Not only are Australia’s nurses an ageing demographic, many are suffering from musculoskeletal conditions, obesity and mental health problems. Of Australia’s 320,000 nurses, the survey found that 30 per cent had a chronic illness and, as a result, half of those required time off work in the last year. The most common problems were osteoarthritis, rheumatoid arthritis and back problems, followed by obesity and mental health issues.
Many nurses are also at high risk of developing other health problems. More than 10 per cent drink more than two standard alcoholic beverages and day, nine per cent smoke and 35 per cent are at high risk of developing diabetes in the next five years.
Study author Kay Ross warned that Australia’s ageing population may not have any caretakers by the time they need care. “In 10 to 15 years, we won’t have nurses to look after us … So many nurses are already in their 40s and 50s. We don’t have the numbers coming up through the ranks to take their places.”

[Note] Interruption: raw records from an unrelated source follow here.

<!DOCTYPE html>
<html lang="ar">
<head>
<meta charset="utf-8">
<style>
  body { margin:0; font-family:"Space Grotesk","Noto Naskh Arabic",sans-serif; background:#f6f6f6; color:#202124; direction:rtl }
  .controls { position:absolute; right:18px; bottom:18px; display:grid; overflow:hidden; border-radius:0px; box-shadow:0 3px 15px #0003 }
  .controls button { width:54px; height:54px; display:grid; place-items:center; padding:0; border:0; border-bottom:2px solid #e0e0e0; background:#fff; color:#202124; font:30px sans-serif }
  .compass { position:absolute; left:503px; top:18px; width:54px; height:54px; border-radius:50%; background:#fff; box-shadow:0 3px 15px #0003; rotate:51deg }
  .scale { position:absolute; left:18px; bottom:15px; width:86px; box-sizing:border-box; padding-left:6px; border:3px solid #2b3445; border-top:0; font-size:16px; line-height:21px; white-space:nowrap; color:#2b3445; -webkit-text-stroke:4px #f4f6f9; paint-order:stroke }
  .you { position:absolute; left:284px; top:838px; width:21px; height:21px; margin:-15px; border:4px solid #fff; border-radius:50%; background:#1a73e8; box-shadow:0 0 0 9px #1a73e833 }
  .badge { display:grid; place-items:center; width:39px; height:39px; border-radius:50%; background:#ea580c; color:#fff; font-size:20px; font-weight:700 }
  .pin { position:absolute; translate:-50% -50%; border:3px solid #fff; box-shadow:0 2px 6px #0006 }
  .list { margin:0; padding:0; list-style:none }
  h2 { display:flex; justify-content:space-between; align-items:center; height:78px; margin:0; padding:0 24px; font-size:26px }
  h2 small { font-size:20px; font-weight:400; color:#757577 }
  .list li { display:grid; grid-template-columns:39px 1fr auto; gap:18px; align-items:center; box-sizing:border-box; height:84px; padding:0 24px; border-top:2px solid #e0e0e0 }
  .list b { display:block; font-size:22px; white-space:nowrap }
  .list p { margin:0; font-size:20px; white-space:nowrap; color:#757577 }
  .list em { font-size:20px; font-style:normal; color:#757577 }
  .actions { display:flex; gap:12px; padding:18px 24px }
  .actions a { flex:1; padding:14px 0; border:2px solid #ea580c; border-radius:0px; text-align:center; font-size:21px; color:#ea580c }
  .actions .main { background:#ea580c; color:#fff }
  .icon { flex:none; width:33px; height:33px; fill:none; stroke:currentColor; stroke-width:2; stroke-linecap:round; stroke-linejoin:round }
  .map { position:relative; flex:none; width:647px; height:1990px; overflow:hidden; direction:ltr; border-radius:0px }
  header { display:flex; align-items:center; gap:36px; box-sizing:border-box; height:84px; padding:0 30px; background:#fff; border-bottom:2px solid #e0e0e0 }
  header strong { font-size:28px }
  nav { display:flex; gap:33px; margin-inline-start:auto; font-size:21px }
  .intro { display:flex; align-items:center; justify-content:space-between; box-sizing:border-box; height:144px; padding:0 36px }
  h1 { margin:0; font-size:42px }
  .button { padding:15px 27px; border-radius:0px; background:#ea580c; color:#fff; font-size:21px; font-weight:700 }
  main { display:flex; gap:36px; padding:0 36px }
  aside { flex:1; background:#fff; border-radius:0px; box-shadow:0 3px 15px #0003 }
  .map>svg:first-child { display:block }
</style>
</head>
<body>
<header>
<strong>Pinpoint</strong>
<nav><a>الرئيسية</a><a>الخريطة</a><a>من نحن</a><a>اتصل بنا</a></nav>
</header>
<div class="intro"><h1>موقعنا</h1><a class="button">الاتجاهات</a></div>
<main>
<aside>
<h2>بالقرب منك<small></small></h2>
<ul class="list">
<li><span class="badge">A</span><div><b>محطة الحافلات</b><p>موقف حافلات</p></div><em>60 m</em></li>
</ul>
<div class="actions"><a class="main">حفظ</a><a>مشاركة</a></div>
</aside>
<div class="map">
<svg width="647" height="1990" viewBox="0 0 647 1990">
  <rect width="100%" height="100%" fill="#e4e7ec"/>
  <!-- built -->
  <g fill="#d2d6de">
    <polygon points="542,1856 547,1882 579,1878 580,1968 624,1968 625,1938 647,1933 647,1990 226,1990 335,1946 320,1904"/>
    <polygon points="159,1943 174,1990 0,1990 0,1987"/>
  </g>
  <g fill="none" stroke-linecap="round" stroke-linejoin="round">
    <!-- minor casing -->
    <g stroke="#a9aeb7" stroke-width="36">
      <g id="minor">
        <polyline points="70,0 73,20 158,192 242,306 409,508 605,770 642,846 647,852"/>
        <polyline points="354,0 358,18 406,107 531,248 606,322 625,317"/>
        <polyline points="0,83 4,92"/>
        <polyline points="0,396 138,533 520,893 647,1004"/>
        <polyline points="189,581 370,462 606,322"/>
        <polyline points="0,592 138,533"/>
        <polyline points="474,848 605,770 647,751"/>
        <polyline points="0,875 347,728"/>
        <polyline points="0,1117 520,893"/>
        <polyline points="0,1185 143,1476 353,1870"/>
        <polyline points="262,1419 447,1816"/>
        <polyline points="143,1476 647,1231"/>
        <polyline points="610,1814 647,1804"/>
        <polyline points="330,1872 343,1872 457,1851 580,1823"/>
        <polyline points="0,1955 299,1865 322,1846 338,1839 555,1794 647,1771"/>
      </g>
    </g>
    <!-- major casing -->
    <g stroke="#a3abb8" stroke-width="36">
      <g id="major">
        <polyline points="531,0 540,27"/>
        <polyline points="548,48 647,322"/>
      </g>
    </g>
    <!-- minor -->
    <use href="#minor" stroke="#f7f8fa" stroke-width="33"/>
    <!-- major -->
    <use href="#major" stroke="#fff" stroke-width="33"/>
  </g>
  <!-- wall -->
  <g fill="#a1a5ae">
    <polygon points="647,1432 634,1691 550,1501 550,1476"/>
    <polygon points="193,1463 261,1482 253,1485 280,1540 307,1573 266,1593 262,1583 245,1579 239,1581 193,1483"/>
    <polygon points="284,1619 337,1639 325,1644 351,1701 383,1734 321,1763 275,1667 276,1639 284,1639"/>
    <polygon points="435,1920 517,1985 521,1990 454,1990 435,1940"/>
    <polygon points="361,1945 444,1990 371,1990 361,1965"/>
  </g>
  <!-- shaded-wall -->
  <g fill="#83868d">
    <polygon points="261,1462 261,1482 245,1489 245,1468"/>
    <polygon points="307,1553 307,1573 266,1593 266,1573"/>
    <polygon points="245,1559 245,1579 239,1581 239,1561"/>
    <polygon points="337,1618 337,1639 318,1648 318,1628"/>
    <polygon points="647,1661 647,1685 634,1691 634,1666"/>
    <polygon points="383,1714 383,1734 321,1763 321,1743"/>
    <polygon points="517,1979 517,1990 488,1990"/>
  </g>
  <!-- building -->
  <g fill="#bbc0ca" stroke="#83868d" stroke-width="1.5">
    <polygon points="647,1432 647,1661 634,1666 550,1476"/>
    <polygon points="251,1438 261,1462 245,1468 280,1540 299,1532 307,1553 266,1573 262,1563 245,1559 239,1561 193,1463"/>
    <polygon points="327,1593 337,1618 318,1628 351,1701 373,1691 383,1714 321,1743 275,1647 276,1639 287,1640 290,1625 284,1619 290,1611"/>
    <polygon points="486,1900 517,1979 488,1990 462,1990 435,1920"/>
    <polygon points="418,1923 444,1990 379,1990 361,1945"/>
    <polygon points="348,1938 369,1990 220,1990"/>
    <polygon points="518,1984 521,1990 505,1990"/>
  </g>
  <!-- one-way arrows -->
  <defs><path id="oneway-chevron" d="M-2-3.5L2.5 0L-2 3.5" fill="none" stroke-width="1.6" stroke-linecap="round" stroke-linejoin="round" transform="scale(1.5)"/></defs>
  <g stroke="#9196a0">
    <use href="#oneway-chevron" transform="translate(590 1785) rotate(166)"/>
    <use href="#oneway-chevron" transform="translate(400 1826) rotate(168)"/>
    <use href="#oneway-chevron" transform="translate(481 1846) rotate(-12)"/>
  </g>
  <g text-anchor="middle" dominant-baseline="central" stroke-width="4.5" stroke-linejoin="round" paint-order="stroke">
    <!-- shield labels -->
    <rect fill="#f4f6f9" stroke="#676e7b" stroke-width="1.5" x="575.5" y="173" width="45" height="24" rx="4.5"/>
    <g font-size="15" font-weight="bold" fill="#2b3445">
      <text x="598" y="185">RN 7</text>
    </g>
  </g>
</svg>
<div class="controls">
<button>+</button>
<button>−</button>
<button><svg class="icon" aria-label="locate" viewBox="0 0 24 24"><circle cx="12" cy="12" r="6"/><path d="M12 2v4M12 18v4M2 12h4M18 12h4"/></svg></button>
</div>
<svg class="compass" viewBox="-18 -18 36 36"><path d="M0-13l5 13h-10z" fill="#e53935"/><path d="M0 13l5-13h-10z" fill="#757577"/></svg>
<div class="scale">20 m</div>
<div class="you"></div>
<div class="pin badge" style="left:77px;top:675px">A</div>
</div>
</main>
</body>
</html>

Karin Tilden, who has been a nurse for 41 years, said that shift work makes it difficult for nurses to keep themselves healthy. “Working shift work means nurses are there 24/7. In the middle of the night when they go for something to eat or drink, you go to the vending machine and it’s only chocolate … They get home at midnight; they’re not going to sit down and cook a healthy meal.”
Ms Ross has said that nurses need better access to healthy food and gyms in their workplaces. “We need to look after the nurses we’ve got so that they aren’t as stressed, they actually do have a meal break during their shifts, they aren’t expected to just stay because there’s not enough staff.”
Last year Australia’s population grew by just 1.8 per cent, and yet over the last ten years the average number of nurses in Australia has increased by three per cent. While these numbers may look promising, about 40 per cent of nurses are aged 50 and over, while just 15 per cent are aged under 30, meaning there will not be enough younger nurses to replace those retiring over the next 15 years.
Read more about this issue at the Sydney Morning Herald website.
Read the Australian Bureau of Statistics (ABS) nursing numbers online.
Being a nurse is a stressful job, and I think most people who enter the field understand that. What many don’t realise is how physically and emotionally taxing it is, not just because of the physical work but also due to the night shifts and constantly changing sleep schedules. Kay Ross, the author of this recent study, has called for access to healthy food and gyms in the workplace. And to me, this doesn’t seem like much to ask.
The numbers show that the average age of our nurses is top heavy – we don’t have enough young nurses coming through to replace those in their 50s and 60s. We also know that these nurses are, overall, unhealthier than the general population. It seems like a no-brainer, therefore, that keeping them in the workforce for as long as possible is important, and that the only way to do so is to help improve their health.
Yes, feeding 320,000 nurses at least one meal each day is going to be a cost. But hospitals already produce so much healthy food each day, providing it for the nursing staff isn’t going to be logistically difficult.
Giving nurses access to gyms in the workplace is also going to be a cost, but these don’t have to be state-of-the-art exercise facilities. Most of us would consider an exercise bike, a treadmill and a few free-weights to be more than sufficient equipment for a full workout.
All of this costs money upfront, which is usually enough to get an idea thrown out by the Government before it has ever seen the light of day. But without these preventative measures we are looking at a future where nurses retire early due to health problems, enter hospitals and care themselves and the number of nurses drops alarmingly over a short space of time. Australia will then be left trying to push new students through to quickly replace the numbers, meaning they will spend more money opening up extra places at universities, or we will have to rely on getting nurses in through immigration. And while this scramble for new nurses is occurring, Australians are left without nursing care, or with longer wait times to be seen (and wait times aren’t short now).
This is a case where we have identified a problem early. There are also a number of clear solutions to the problem which, if they are implemented now, will mean we don’t have to face this healthcare crisis. If we help to improve the health of nurses now we will give ourselves time to gradually increase the number of nurses being trained each year. If the Government decides to stick its head in the sand and hope the problem falls to the opposition to deal with in the future, we are going to have a real problem on our hands, one for which everyday Australians will suffer.
What do you think? Should nurses be able to keep themselves healthy in their own time? Or should we be caring for our caretakers?